_Task goal:_
Your answer should be the line that contains "21V4h12l-3 4 3" and each line after it, restated word for word through the final line of the entries.

_Records contained in a dataset:_
________________

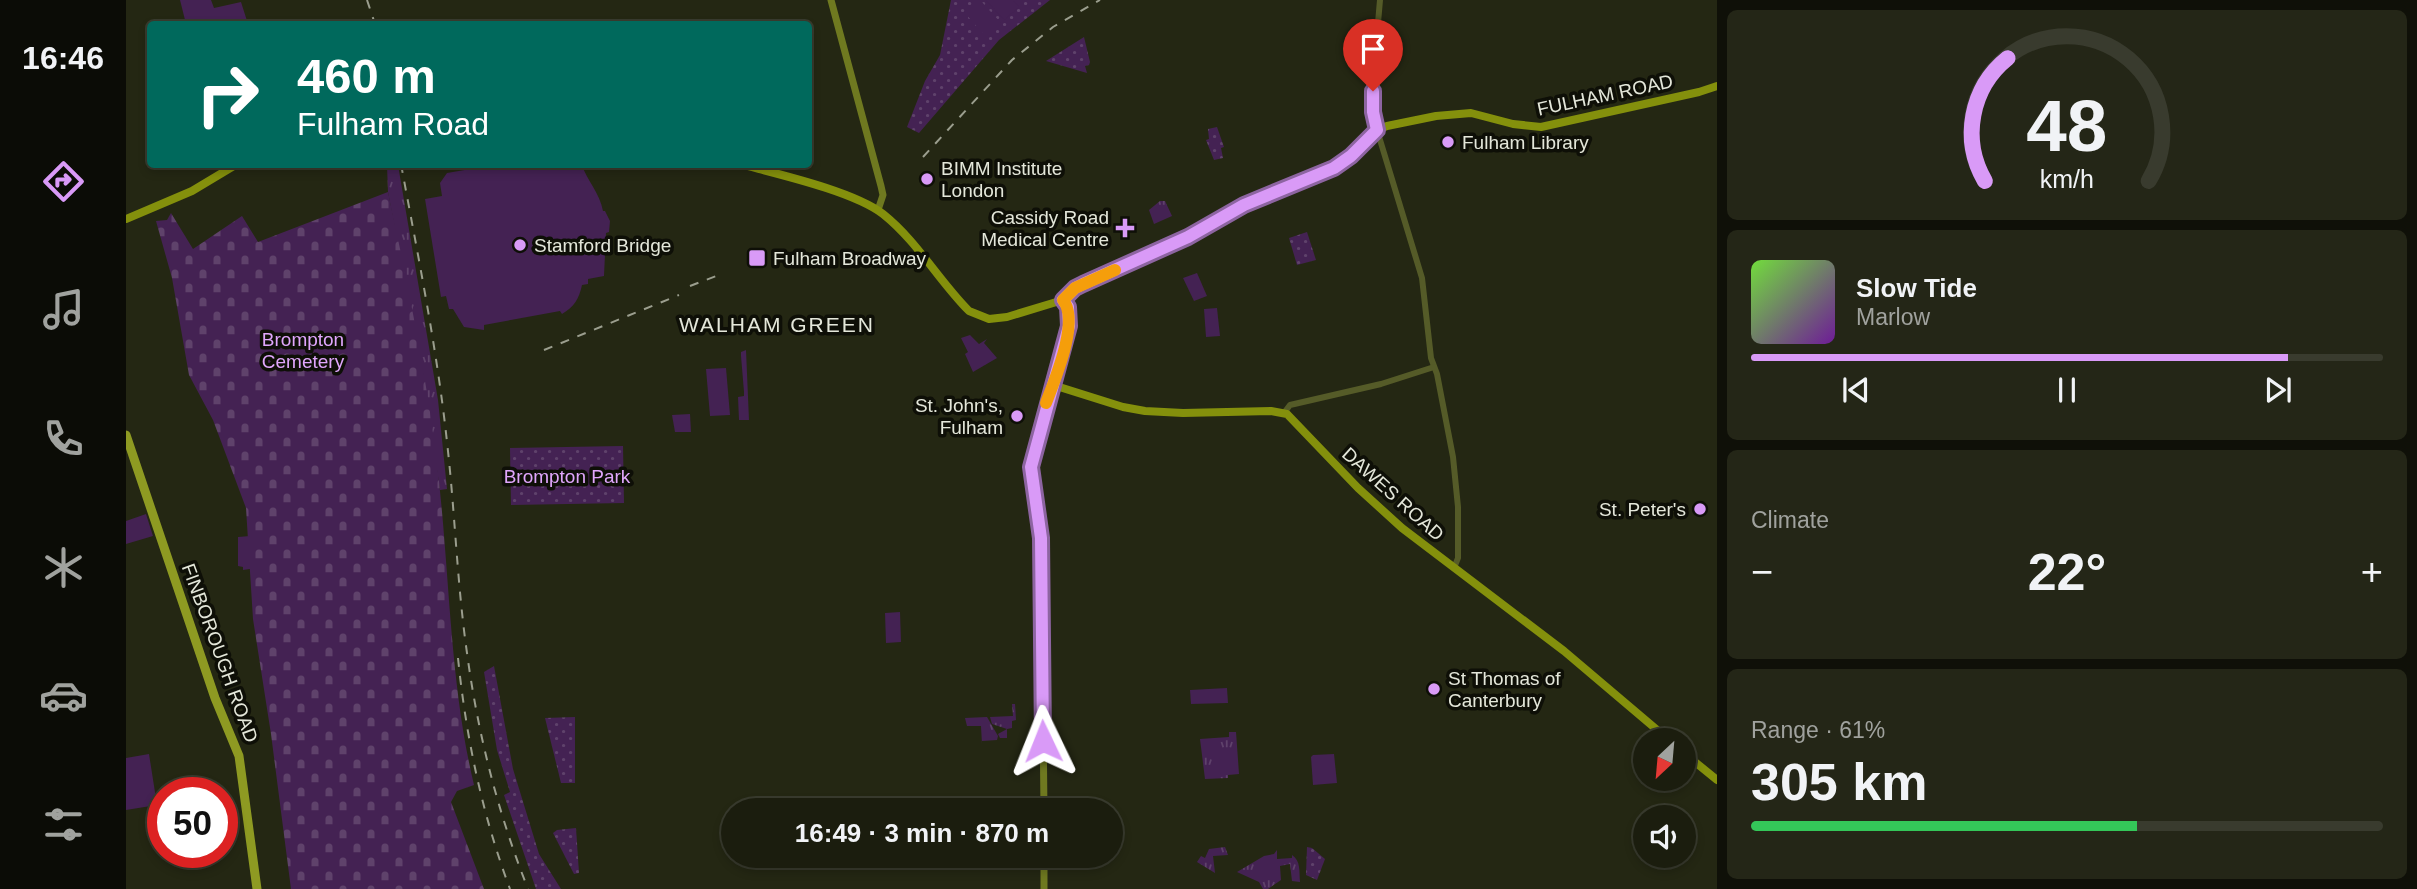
<!DOCTYPE html>
<html lang="en">
<head>
<meta charset="utf-8">
<style>
  :root { --surface:#1b1d0e; --page:#242617; --text:#f1f3f6; --muted:#a0a29e; --line:#393b2e; --accent:#d99af7 }
  body { margin:0; font-family:Arial,sans-serif; background:var(--page); color:var(--text); height:100vh; display:flex; flex-direction:column; font-size:26px; white-space:nowrap }
  * { box-sizing:border-box; margin:0 }
  p { font-size:23px; color:var(--muted) }
  .icon { flex:none; width:38px; height:38px; fill:none; stroke:currentColor; stroke-width:2; stroke-linecap:round; stroke-linejoin:round }
  .map { position:relative; flex:1; overflow:hidden }
  .drawer { display:flex; flex-direction:column; gap:10px; padding:10px; background:#0f1008; width:700px }
  .drawer>* { flex:none }
  .guide { position:absolute; left:21px; top:21px; width:665px; height:147px; border-radius:7px; box-shadow:0 4px 10px #0003,0 0 0 2px var(--line); background:#00695c; color:#fff; overflow:hidden }
  .needle { width:46px; rotate:206deg }
  .controls { position:absolute; left:1507px; top:728px; display:grid; gap:14px }
  .controls a { display:grid; place-items:center; width:63px; height:63px; border-radius:50%; background:var(--surface); box-shadow:0 4px 10px #0003,0 0 0 2px var(--line); font-size:35px }
  .speed { position:absolute; left:21px; top:777px; display:flex; gap:14px; font-size:35px; font-weight:700; text-align:center }
  .speed>* { display:grid; place-content:center; width:91px; height:91px; border-radius:50%; background:var(--surface); box-shadow:0 4px 10px #0003,0 0 0 2px var(--line); line-height:1 }
  .speed .limit { border:10px solid #d22; background:#fff; color:#111 }
  .pin { position:absolute; display:grid; place-items:center; width:60px; height:60px; color:#fff; margin:-72px -30px; border-radius:50% 50% 50% 0; rotate:-45deg; box-shadow:0 0 7px #0007 }
  .pin .icon { rotate:45deg }
  .me { position:absolute; width:77px; margin:-38px; rotate:358deg; stroke-linejoin:round; filter:drop-shadow(0 0 5px #0008) }
  .turn { display:flex; align-items:center; gap:24px; height:147px; padding:0 35px; font-size:32px }
  .turn .icon { width:91px; height:91px; stroke-width:2.5 }
  .turn b { display:block; font-size:49px; line-height:60px }
  .big { font-size:52px; font-weight:600; line-height:1.1 }
  .drawer .widget { flex:1; display:flex; flex-direction:column; justify-content:center; gap:10px; min-width:0; padding:0 24px; border-radius:10px; background:var(--page) }
  .drawer .dial { align-items:center; gap:0 }
  .dial svg { height:182px; overflow:visible; fill:none; stroke:var(--line); stroke-width:7; stroke-linecap:round; text-anchor:middle }
  .dial text { fill:var(--text); stroke:none }
  .song { display:flex; align-items:center; gap:21px }
  .cover { width:84px; height:84px; border-radius:10px; background:linear-gradient(135deg,hsl(100 70% 55%),hsl(280 70% 35%)) }
  .played { height:7px; border-radius:4px; background:linear-gradient(90deg,var(--accent) 85%,var(--line) 85%) }
  .keys { display:flex; justify-content:space-around; direction:ltr }
  .heat { display:flex; justify-content:space-between; align-items:center; font-size:38px; direction:ltr }
  .charge { height:10px; border-radius:5px; background:linear-gradient(90deg,#34c759 61%,var(--line) 0) }
  .trip { position:absolute; left:595px; top:798px; width:402px; height:70px; border-radius:35px; background:var(--surface); box-shadow:0 4px 10px #0003,0 0 0 2px var(--line); font-weight:600; line-height:70px; text-align:center }
  main { display:flex; flex:1; min-height:0 }
  .dock { display:flex; flex-direction:column; width:126px; justify-content:space-around; align-items:center; background:#0b0c06; color:var(--muted) }
  .dock .icon { width:49px; height:49px }
  .dock .selected { color:var(--accent) }
  .dock b { font-size:32px; color:var(--text) }
  .map>svg:first-child { display:block }
  .grass { fill:url(#grass-tufts) }
  .cemetery { fill:url(#cemetery-stones) }
  .park { fill:url(#park-dots) }
  .garden { fill:#442253 }
  .lines { fill:none; stroke-linecap:round; stroke-linejoin:round }
  .tertiary { stroke:#555b28; stroke-width:6 }
  .secondary { stroke:#6f7920; stroke-width:7 }
  .primary { stroke:#84900c; stroke-width:8 }
  .trunk { stroke:#8e9a22; stroke-width:9 }
  .rail { stroke:#9b9e8e; stroke-width:2; stroke-dasharray:9 9; stroke-linecap:butt }
  .route-casing { stroke:#8d64a1; stroke-width:18 }
  .route { stroke:#d99af7; stroke-width:12 }
  .slow { stroke:#f59e0b; stroke-width:12 }
  .poi-dot { fill:#d99af7; stroke:#0e0f07; stroke-width:2.5 }
  .labels { text-anchor:middle; dominant-baseline:central; stroke-width:7; stroke-linejoin:round; paint-order:stroke }
  .street-label { font-size:19px; fill:#e4e7da; stroke:#0e0f07 }
  .poi-label { font-size:19px; fill:#e4e7da; stroke:#0e0f07; text-anchor:start }
  .park-label { font-size:19px; fill:#e0a6fc; stroke:#0e0f07 }
  .neighbourhood-label { font-size:21px; letter-spacing:2px; fill:#e4e7da; stroke:#0e0f07 }
</style>
</head>
<body>
<main>
<nav class="dock">
<b>16:46</b>
<svg class="icon selected" aria-label="directions" viewBox="0 0 24 24"><path d="M12 3l9 9-9 9-9-9zM9 14v-3h6M13 9l2 2-2 2"/></svg>
<svg class="icon" aria-label="music" viewBox="0 0 24 24"><path d="M9 18V5l10-2v13"/><circle cx="6" cy="18" r="3"/><circle cx="16" cy="16" r="3"/></svg>
<svg class="icon" aria-label="phone" viewBox="0 0 24 24"><path d="M5 4h4l2 5-3 2q2 4 5 5l2-3 5 2v4C11 20 4 13 5 4z"/></svg>
<svg class="icon" aria-label="climate" viewBox="0 0 24 24"><path d="M12 3v18M4 7l16 10M4 17L20 7"/></svg>
<svg class="icon" aria-label="car" viewBox="0 0 24 24"><path d="M5 17H2v-5l4-1 3-4h7l3 4 3 1v5h-3M9 17h6M6 11h13"/><circle cx="7" cy="17" r="2"/><circle cx="17" cy="17" r="2"/></svg>
<svg class="icon" aria-label="filters" viewBox="0 0 24 24"><path d="M4 7h16M4 17h16"/><circle cx="9" cy="7" r="2"/><circle cx="15" cy="17" r="2"/></svg>
</nav>
<div class="map">
<svg width="1591" height="889" viewBox="0 0 1591 889">
  <defs>
    <pattern id="grass-tufts" width="24" height="20" patternUnits="userSpaceOnUse" patternTransform="scale(1.75)"><rect width="24" height="20" fill="#442253"/><path d="M3 7l-1-3M5 7V3M7 7l1-3M15 17l-1-3M17 17v-4M19 17l1-3" fill="none" stroke="#5f426b"/></pattern>
    <pattern id="cemetery-stones" width="16" height="16" patternUnits="userSpaceOnUse" patternTransform="scale(1.75)"><rect width="16" height="16" fill="#442253"/><path d="M2 7V4a2 2 0 0 1 4 0v3zM10 15v-3a2 2 0 0 1 4 0v3z" fill="#5f426b"/></pattern>
    <pattern id="park-dots" width="8" height="8" patternUnits="userSpaceOnUse" patternTransform="scale(1.75)"><rect width="8" height="8" fill="#442253"/><path d="M2 2h.1M6 6h.1" fill="none" stroke="#5f426b" stroke-width="1.8" stroke-linecap="round"/></pattern>
  </defs>
  <rect width="100%" height="100%" fill="#242713"/>
  <g class="grass">
    <polygon points="261,165 272,165 312,400 321,489 314,490 297,373 262,192"/>
    <polygon points="1034,201 1039,201 1046,216 1028,224 1023,210"/>
    <polygon points="886,704 889,704 890,720 886,721 886,728 881,729 881,738 874,738 872,734 881,729 866,724 864,717 887,716"/>
    <polygon points="861,717 872,736 871,740 856,741 856,744 855,726 841,726 839,718"/>
    <polygon points="1103,732 1110,732 1113,774 1102,775 1102,778 1079,779 1074,739 1103,737"/>
    <polygon points="1099,847 1102,855 1087,856 1089,873 1071,862 1075,856 1079,858 1083,849"/>
    <path d="M1151 850V859L1166 858V855C1175 861 1173 871 1174 882L1166 881 1164 864 1154 866 1155 880 1142 889H1137L1133 882 1111 872 1138 856 1148 854Z"/>
  </g>
  <path class="cemetery" d="M262 192C281 281 300 372 311 464 324 571 323 680 348 785L331 791 325 802 358 889H165L145 734 127 619 120 508 87 420 63 375 46 278 30 221 41 220 45 213 67 249 116 216 132 242Z"/>
  <g class="park">
    <polygon points="825,0 924,0 873,40 793,133 781,127 799,81 814,55"/>
    <polygon points="958,37 964,62 963,65 959,66 961,73 920,61"/>
    <polygon points="1091,127 1098,147 1095,148 1097,158 1088,160 1080,140 1083,139 1082,129"/>
    <polygon points="1181,232 1190,260 1171,265 1163,238"/>
    <polygon points="497,446 498,503 385,505 384,448"/>
    <polygon points="368,666 387,769 413,854 435,889 410,889 378,795 384,792 371,750 358,672"/>
    <polygon points="449,717 449,783 435,783 419,718"/>
    <polygon points="450,828 453,873 448,874 427,833 431,830"/>
    <polygon points="1181,847 1186,848 1199,859 1191,880 1180,875"/>
  </g>
  <g class="garden">
    <polygon points="54,0 85,0 88,8 115,2 122,24 60,24"/>
    <polygon points="852,0 854,0 875,23 860,37 838,12"/>
    <polygon points="860,0 887,0 893,7 878,20"/>
    <path d="M374 164 456 165C460 179 474 193 477 211H479L484 221 483 232 480 233 478 276 462 279V284L456 285C453 299 448 307 436 314L434 311 358 325V330L338 327 327 309H323L320 296 315 297 299 199 316 196 314 183 321 173Z"/>
    <polygon points="1071,273 1081,296 1068,301 1057,278"/>
    <polygon points="1091,308 1094,336 1080,337 1078,309"/>
    <polygon points="844,335 853,344 861,339 858,343 871,358 847,372 839,354 842,352 835,338"/>
    <polygon points="620,350 623,420 613,420 612,397 618,396 618,392 615,356 615,352"/>
    <polygon points="600,368 604,415 584,416 580,369"/>
    <polygon points="564,414 565,432 549,432 546,415"/>
    <polygon points="20,514 27,536 0,544 0,521"/>
    <polygon points="124,536 124,569 117,570 117,567 112,566 112,537"/>
    <polygon points="774,612 775,642 760,643 759,613"/>
    <polygon points="1101,688 1102,703 1065,704 1064,690"/>
    <polygon points="23,754 31,805 0,810 0,758"/>
    <polygon points="1208,754 1211,783 1187,785 1185,757 1187,755"/>
  </g>
  <g class="lines">
    <g class="tertiary">
      <polyline points="1254,0 1247,80 1248,120 1296,278 1305,358 1311,374 1327,457 1332,507 1332,558 1328,568"/>
      <polyline points="1158,413 1164,405 1255,384 1308,367"/>
    </g>
    <g class="secondary">
      <polyline points="705,0 755,186 757,195 752,210"/>
      <polyline points="918,810 915,538 905,467 927,385"/>
      <polyline points="918,889 918,856"/>
    </g>
    <g class="primary">
      <path d="M614 164C651 174 727 191 757 214 791 241 813 281 843 311L863 319 881 317 937 300 949 288 957 284 1062 237 1118 205 1208 168 1225 156 1251 130 1261 126 1310 116 1345 113 1387 124 1415 127 1573 92 1591 86"/>
      <polyline points="0,219 66,191 111,164"/>
      <path d="M937 300C952 319 934 363 927 385L997 407 1019 411 1057 413 1145 411 1161 414 1232 488 1276 528 1438 651 1543 740"/>
      <polyline points="1558,753 1591,780"/>
    </g>
    <polyline class="trunk" points="0,435 89,698 113,756 131,889"/>
    <g class="rail">
      <polyline points="241,0 249,24"/>
      <polyline points="797,157 886,60 927,27 974,0"/>
      <path d="M275 164C292 256 311 349 321 442 329 512 331 583 341 653 352 735 372 813 402 889"/>
      <polyline points="564,286 593,275"/>
      <polyline points="418,350 553,295"/>
      <path d="M332 658C340 737 356 814 384 889"/>
    </g>
  </g>
  <g class="lines">
    <g class="route-casing">
      <polyline id="route" points="917,741 915,538 905,467 943,326 942,307 937,300 949,288 957,284 1062,237 1118,205 1208,168 1225,156 1251,130 1247,112 1247,91"/>
    </g>
    <use href="#route" class="route"/>
    <path class="slow" d="M920 403C929 379 954 321 937 300L949 288 989 270"/>
  </g>
  <g class="poi-dot">
    <circle cx="1322" cy="142" r="7"/>
    <circle cx="801" cy="179" r="7"/>
    <path d="M995.5 217.5h7v7h7v7h-7v7h-7v-7h-7v-7h7z"/>
    <circle cx="394" cy="245" r="7"/>
    <rect x="622" y="249" width="18" height="18" rx="3.5"/>
    <circle cx="891" cy="416" r="7"/>
    <circle cx="1574" cy="509" r="7"/>
    <circle cx="1308" cy="689" r="7"/>
  </g>
  <g class="labels">
    <g class="street-label">
      <text transform="translate(1479 95) rotate(-12)">FULHAM ROAD</text>
      <text transform="translate(1267 494) rotate(42)">DAWES ROAD</text>
      <text transform="translate(94 653) rotate(70)">FINBOROUGH ROAD</text>
    </g>
    <g class="poi-label">
      <text x="1336" y="142">Fulham Library</text>
      <text x="815" y="168">BIMM Institute<tspan x="815" dy="22">London</tspan></text>
      <text x="983" y="217" text-anchor="end">Cassidy Road<tspan x="983" dy="22">Medical Centre</tspan></text>
      <text x="408" y="245">Stamford Bridge</text>
      <text x="647" y="258">Fulham Broadway</text>
      <text x="877" y="405" text-anchor="end">St. John's,<tspan x="877" dy="22">Fulham</tspan></text>
      <text x="1560" y="509" text-anchor="end">St. Peter's</text>
      <text x="1322" y="678">St Thomas of<tspan x="1322" dy="22">Canterbury</tspan></text>
    </g>
    <g class="park-label">
      <text x="177" y="339">Brompton<tspan x="177" dy="22">Cemetery</tspan></text>
      <text x="441" y="476">Brompton Park</text>
    </g>
    <g class="neighbourhood-label">
      <text x="651" y="324">WALHAM GREEN</text>
    </g>
  </g>
</svg>
<div class="controls">
<a><svg class="needle" viewBox="-14 -14 28 28"><path d="M0-13l5 13h-10z" fill="#e53935"/><path d="M0 13l5-13h-10z" fill="#a0a29e"/></svg></a>
<a><svg class="icon" aria-label="sound" viewBox="0 0 24 24"><path d="M4 9h4l5-4v14l-5-4H4zM17 9q2 3 0 6"/></svg></a>
</div>
<div class="speed"><div class="limit">50</div></div>
<div class="pin" style="left:1247px;top:91px;background:#d93025"><svg class="icon" aria-label="arrive" viewBox="0 0 24 24"><path d="M6 21V4h12l-3 4 3 4H6"/></svg></div>
<svg class="me" style="left:917px;top:741px" viewBox="-20 -20 40 40"><path d="M0-17L14 15 0 8-14 15z" fill="#d99af7" stroke="#fff" stroke-width="4"/></svg>
<div class="trip">16:49 · 3 min · 870 m</div>
<div class="guide">
<div class="turn"><svg class="icon" aria-label="right" viewBox="0 0 24 24"><path d="M7 20v-9h11M14 6l5 5-5 5"/></svg><div><b>460 m</b>Fulham Road</div></div>
</div>
</div>
<section class="drawer">
<div class="widget dial"><svg viewBox="0 0 100 80">
<path d="M14 69A42 42 0 1 1 86 69"/>
<path d="M14 69A42 42 0 0 1 24 15" stroke="#d99af7"/>
<text x="50" y="56" font-size="32" font-weight="700">48</text>
<text x="50" y="72" font-size="11">km/h</text>
</svg></div>
<div class="widget">
<div class="song"><i class="cover"></i><div><b>Slow Tide</b><p>Marlow</p></div></div>
<div class="played"></div>
<div class="keys"><svg class="icon" aria-label="previous" viewBox="0 0 24 24"><path d="M18 5L8 12l10 7zM5 5v14"/></svg><svg class="icon" aria-label="pause" viewBox="0 0 24 24"><path d="M8 5v14M16 5v14"/></svg><svg class="icon" aria-label="next" viewBox="0 0 24 24"><path d="M6 5l10 7-10 7zM19 5v14"/></svg></div>
</div>
<div class="widget"><p>Climate</p>
<div class="heat"><a>−</a><b class="big">22°</b><a>+</a></div>
</div>
<div class="widget"><p>Range · 61%</p><b class="big">305 km</b><div class="charge"></div></div>
</section>
</main>
</body>
</html>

________________

_Written reply:_
<div class="pin" style="left:1247px;top:91px;background:#d93025"><svg class="icon" aria-label="arrive" viewBox="0 0 24 24"><path d="M6 21V4h12l-3 4 3 4H6"/></svg></div>
<svg class="me" style="left:917px;top:741px" viewBox="-20 -20 40 40"><path d="M0-17L14 15 0 8-14 15z" fill="#d99af7" stroke="#fff" stroke-width="4"/></svg>
<div class="trip">16:49 · 3 min · 870 m</div>
<div class="guide">
<div class="turn"><svg class="icon" aria-label="right" viewBox="0 0 24 24"><path d="M7 20v-9h11M14 6l5 5-5 5"/></svg><div><b>460 m</b>Fulham Road</div></div>
</div>
</div>
<section class="drawer">
<div class="widget dial"><svg viewBox="0 0 100 80">
<path d="M14 69A42 42 0 1 1 86 69"/>
<path d="M14 69A42 42 0 0 1 24 15" stroke="#d99af7"/>
<text x="50" y="56" font-size="32" font-weight="700">48</text>
<text x="50" y="72" font-size="11">km/h</text>
</svg></div>
<div class="widget">
<div class="song"><i class="cover"></i><div><b>Slow Tide</b><p>Marlow</p></div></div>
<div class="played"></div>
<div class="keys"><svg class="icon" aria-label="previous" viewBox="0 0 24 24"><path d="M18 5L8 12l10 7zM5 5v14"/></svg><svg class="icon" aria-label="pause" viewBox="0 0 24 24"><path d="M8 5v14M16 5v14"/></svg><svg class="icon" aria-label="next" viewBox="0 0 24 24"><path d="M6 5l10 7-10 7zM19 5v14"/></svg></div>
</div>
<div class="widget"><p>Climate</p>
<div class="heat"><a>−</a><b class="big">22°</b><a>+</a></div>
</div>
<div class="widget"><p>Range · 61%</p><b class="big">305 km</b><div class="charge"></div></div>
</section>
</main>
</body>
</html>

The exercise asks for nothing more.